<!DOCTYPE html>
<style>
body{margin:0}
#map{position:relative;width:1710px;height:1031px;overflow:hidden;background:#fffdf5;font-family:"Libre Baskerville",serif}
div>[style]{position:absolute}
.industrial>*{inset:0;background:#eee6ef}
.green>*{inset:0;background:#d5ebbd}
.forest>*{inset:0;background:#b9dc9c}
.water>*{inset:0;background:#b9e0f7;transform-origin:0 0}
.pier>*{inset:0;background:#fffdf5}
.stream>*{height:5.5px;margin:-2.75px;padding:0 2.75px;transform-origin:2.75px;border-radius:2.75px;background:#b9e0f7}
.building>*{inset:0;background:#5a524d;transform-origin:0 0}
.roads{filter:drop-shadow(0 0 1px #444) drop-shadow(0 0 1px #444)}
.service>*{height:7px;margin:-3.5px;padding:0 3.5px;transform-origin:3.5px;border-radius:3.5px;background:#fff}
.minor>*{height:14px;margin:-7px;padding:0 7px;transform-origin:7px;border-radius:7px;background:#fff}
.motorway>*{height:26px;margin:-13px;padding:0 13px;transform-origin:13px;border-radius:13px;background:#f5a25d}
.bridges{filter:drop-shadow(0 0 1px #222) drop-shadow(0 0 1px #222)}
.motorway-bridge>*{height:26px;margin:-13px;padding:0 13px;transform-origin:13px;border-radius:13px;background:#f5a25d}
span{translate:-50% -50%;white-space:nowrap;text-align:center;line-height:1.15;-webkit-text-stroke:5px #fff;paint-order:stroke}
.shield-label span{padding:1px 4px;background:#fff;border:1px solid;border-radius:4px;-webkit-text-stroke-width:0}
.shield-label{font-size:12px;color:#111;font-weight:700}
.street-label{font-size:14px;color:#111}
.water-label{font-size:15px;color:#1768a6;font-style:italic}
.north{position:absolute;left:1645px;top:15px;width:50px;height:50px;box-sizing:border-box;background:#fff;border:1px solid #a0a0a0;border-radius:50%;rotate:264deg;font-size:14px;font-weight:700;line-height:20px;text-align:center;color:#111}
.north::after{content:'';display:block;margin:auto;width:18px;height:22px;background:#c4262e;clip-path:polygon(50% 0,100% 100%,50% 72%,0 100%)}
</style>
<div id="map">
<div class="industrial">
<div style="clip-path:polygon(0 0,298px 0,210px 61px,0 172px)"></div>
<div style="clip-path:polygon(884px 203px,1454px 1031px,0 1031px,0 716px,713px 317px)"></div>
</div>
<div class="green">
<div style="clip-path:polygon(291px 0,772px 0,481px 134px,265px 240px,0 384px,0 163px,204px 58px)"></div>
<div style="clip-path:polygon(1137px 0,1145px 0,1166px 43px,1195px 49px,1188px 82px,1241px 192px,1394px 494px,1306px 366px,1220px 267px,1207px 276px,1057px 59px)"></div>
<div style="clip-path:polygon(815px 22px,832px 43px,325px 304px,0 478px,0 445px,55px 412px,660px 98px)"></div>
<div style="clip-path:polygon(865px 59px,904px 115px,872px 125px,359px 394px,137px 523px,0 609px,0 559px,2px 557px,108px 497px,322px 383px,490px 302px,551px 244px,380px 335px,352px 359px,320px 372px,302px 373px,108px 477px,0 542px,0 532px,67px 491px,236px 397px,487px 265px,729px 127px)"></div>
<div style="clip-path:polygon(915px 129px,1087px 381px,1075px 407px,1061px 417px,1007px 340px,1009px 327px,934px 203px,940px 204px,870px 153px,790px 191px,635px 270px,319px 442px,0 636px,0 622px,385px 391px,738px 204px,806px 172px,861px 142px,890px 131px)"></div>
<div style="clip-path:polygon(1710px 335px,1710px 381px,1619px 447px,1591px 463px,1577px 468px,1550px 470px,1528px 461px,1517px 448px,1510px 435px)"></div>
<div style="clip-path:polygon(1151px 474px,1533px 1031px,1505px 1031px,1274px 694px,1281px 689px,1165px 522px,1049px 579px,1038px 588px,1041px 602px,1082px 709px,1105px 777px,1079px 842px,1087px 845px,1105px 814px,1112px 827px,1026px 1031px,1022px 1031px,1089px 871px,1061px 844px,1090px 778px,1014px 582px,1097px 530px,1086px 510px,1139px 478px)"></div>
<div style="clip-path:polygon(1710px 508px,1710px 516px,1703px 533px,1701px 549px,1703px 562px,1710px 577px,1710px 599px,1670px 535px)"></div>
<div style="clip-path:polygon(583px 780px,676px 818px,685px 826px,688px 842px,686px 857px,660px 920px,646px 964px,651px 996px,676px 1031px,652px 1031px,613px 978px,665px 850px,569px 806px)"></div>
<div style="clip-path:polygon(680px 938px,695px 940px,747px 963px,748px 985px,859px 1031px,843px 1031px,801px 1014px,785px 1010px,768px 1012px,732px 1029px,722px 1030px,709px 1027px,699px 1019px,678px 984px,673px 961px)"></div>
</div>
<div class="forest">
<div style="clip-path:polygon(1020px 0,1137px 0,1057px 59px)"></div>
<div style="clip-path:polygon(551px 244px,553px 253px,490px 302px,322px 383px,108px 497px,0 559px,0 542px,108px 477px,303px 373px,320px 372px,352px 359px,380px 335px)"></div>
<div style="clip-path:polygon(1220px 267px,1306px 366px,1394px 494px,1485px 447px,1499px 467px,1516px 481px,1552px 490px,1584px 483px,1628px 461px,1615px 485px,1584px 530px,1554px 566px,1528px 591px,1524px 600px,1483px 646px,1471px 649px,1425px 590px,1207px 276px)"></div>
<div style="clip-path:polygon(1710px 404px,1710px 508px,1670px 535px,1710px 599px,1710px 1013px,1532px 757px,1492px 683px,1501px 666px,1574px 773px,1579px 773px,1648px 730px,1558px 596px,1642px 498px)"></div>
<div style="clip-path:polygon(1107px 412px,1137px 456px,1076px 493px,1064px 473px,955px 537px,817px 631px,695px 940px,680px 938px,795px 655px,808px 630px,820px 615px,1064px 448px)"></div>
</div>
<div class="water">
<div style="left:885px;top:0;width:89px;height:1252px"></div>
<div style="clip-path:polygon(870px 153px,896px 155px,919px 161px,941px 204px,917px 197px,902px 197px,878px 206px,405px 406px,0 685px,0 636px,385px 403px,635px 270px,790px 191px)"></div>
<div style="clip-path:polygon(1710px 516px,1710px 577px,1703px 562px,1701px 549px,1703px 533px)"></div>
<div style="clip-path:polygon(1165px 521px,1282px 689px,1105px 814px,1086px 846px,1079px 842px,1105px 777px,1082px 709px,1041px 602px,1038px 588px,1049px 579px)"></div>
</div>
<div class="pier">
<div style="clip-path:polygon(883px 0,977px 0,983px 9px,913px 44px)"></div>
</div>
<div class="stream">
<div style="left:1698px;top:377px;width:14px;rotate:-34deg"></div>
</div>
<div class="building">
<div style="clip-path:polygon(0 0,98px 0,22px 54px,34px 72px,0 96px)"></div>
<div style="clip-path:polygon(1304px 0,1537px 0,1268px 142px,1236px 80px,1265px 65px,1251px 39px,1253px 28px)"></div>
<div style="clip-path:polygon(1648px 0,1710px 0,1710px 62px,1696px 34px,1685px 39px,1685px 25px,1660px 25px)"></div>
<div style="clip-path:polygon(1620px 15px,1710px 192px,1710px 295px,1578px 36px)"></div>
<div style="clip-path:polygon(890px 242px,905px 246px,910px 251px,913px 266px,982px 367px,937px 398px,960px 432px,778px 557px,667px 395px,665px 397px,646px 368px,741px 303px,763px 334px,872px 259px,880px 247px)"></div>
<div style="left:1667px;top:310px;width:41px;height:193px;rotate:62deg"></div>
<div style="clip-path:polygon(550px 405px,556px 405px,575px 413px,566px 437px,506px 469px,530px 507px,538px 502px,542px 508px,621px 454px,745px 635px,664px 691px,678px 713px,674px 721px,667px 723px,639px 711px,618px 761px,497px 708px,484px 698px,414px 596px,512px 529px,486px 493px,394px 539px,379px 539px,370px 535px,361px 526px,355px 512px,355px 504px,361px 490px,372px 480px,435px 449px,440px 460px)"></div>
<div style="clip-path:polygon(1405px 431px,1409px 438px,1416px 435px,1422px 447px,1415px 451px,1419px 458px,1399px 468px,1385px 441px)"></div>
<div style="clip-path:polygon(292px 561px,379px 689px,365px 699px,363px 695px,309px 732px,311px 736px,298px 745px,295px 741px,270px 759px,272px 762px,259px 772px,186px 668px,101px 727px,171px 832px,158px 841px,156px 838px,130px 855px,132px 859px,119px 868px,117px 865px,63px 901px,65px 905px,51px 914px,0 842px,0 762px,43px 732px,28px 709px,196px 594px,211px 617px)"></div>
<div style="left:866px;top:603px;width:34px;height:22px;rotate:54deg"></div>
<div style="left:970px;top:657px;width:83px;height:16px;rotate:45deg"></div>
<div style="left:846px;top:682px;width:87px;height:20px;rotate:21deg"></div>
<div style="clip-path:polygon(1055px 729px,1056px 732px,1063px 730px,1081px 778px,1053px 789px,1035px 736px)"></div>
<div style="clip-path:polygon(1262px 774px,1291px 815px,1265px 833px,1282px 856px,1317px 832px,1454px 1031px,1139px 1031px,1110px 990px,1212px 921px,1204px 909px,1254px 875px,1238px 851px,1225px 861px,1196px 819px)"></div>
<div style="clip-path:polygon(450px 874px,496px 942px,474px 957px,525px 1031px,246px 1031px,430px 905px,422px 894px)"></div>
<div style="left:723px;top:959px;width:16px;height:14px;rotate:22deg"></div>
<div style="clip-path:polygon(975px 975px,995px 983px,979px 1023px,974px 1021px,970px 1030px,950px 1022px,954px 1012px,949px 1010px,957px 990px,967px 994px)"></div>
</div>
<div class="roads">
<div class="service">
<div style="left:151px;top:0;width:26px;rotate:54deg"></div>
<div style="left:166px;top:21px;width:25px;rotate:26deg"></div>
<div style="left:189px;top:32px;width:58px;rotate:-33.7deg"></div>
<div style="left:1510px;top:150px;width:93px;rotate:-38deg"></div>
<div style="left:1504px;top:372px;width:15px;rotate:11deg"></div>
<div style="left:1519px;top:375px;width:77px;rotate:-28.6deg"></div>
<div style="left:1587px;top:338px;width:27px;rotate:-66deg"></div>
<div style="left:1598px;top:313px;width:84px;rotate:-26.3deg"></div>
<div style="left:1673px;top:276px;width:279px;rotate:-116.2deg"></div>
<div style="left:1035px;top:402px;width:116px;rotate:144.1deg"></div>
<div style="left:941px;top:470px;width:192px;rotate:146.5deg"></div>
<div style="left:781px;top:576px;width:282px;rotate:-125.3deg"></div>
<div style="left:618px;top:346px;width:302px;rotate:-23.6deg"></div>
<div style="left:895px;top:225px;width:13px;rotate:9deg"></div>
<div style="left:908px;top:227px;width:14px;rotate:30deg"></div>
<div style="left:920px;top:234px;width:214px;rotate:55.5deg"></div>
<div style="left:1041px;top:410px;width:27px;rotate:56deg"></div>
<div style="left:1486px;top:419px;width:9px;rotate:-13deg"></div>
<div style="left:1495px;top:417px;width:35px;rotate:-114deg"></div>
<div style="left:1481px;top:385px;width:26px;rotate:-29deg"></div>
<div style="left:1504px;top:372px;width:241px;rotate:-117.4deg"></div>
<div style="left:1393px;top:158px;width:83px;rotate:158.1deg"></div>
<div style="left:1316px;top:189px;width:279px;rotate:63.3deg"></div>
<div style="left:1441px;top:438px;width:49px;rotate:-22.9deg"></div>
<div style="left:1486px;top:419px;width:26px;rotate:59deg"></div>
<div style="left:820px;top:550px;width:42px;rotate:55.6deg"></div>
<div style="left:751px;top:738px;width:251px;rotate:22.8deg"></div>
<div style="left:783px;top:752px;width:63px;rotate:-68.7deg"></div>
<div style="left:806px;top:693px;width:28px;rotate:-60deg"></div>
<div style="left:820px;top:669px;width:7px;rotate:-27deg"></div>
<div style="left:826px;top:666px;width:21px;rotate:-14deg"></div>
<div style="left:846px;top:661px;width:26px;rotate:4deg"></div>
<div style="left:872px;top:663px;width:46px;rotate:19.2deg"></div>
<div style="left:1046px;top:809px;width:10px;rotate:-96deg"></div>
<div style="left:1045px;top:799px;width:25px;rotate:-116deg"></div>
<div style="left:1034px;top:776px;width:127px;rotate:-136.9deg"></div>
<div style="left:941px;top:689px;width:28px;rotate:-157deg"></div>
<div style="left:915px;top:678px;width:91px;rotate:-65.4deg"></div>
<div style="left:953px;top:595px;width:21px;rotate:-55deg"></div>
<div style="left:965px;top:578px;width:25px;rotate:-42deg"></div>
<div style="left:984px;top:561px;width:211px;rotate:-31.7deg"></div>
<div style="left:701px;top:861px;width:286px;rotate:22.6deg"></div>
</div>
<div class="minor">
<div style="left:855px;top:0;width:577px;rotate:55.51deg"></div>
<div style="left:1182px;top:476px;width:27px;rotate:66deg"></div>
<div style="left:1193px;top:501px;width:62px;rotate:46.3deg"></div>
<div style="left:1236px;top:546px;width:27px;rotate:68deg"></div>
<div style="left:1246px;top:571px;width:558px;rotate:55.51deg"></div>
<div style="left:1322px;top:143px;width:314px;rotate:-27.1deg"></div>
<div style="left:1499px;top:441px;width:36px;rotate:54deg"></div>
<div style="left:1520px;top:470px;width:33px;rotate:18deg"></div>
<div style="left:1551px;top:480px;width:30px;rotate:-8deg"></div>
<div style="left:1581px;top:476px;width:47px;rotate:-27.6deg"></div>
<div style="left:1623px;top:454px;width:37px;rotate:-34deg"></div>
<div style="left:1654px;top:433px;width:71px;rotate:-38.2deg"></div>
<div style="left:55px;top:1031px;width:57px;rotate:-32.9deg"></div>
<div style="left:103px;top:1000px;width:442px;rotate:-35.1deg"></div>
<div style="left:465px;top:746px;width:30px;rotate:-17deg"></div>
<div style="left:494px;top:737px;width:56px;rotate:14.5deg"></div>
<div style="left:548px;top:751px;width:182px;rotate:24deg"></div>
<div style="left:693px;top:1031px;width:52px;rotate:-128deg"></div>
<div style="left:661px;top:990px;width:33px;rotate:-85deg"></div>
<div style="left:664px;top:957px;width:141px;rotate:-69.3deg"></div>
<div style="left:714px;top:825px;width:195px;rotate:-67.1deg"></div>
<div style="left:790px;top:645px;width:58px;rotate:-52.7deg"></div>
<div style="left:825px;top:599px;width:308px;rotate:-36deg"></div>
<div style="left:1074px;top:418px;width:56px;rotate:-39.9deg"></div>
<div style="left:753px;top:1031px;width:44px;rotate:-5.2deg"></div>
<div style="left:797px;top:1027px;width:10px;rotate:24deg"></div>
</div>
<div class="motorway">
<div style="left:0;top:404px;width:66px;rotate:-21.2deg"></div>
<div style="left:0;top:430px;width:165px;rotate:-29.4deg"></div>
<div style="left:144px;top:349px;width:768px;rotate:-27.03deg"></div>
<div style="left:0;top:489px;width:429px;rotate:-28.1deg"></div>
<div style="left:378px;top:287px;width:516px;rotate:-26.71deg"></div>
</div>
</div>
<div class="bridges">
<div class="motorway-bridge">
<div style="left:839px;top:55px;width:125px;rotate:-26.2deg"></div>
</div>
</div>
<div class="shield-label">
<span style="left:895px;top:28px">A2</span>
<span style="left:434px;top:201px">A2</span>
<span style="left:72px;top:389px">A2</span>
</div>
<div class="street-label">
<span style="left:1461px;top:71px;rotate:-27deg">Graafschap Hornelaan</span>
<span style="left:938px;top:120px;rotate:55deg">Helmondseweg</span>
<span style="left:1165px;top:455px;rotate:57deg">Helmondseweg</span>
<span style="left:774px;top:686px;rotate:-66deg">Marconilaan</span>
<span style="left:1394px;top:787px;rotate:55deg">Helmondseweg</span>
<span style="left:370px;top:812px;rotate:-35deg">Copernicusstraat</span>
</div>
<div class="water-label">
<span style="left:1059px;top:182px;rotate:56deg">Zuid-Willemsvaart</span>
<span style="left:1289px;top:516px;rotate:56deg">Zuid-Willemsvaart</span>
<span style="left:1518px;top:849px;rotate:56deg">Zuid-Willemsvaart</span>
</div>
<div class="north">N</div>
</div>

_About this exercise_: Reproducing the whole listing above is not the task. Copy exactly only the lines from the one with "129px,1087px 381px,1075px 407px,1061px" to the one with "780px,676px 818px,685px 826px,688px", both kept.

_Solution_:
<div style="clip-path:polygon(915px 129px,1087px 381px,1075px 407px,1061px 417px,1007px 340px,1009px 327px,934px 203px,940px 204px,870px 153px,790px 191px,635px 270px,319px 442px,0 636px,0 622px,385px 391px,738px 204px,806px 172px,861px 142px,890px 131px)"></div>
<div style="clip-path:polygon(1710px 335px,1710px 381px,1619px 447px,1591px 463px,1577px 468px,1550px 470px,1528px 461px,1517px 448px,1510px 435px)"></div>
<div style="clip-path:polygon(1151px 474px,1533px 1031px,1505px 1031px,1274px 694px,1281px 689px,1165px 522px,1049px 579px,1038px 588px,1041px 602px,1082px 709px,1105px 777px,1079px 842px,1087px 845px,1105px 814px,1112px 827px,1026px 1031px,1022px 1031px,1089px 871px,1061px 844px,1090px 778px,1014px 582px,1097px 530px,1086px 510px,1139px 478px)"></div>
<div style="clip-path:polygon(1710px 508px,1710px 516px,1703px 533px,1701px 549px,1703px 562px,1710px 577px,1710px 599px,1670px 535px)"></div>
<div style="clip-path:polygon(583px 780px,676px 818px,685px 826px,688px 842px,686px 857px,660px 920px,646px 964px,651px 996px,676px 1031px,652px 1031px,613px 978px,665px 850px,569px 806px)"></div>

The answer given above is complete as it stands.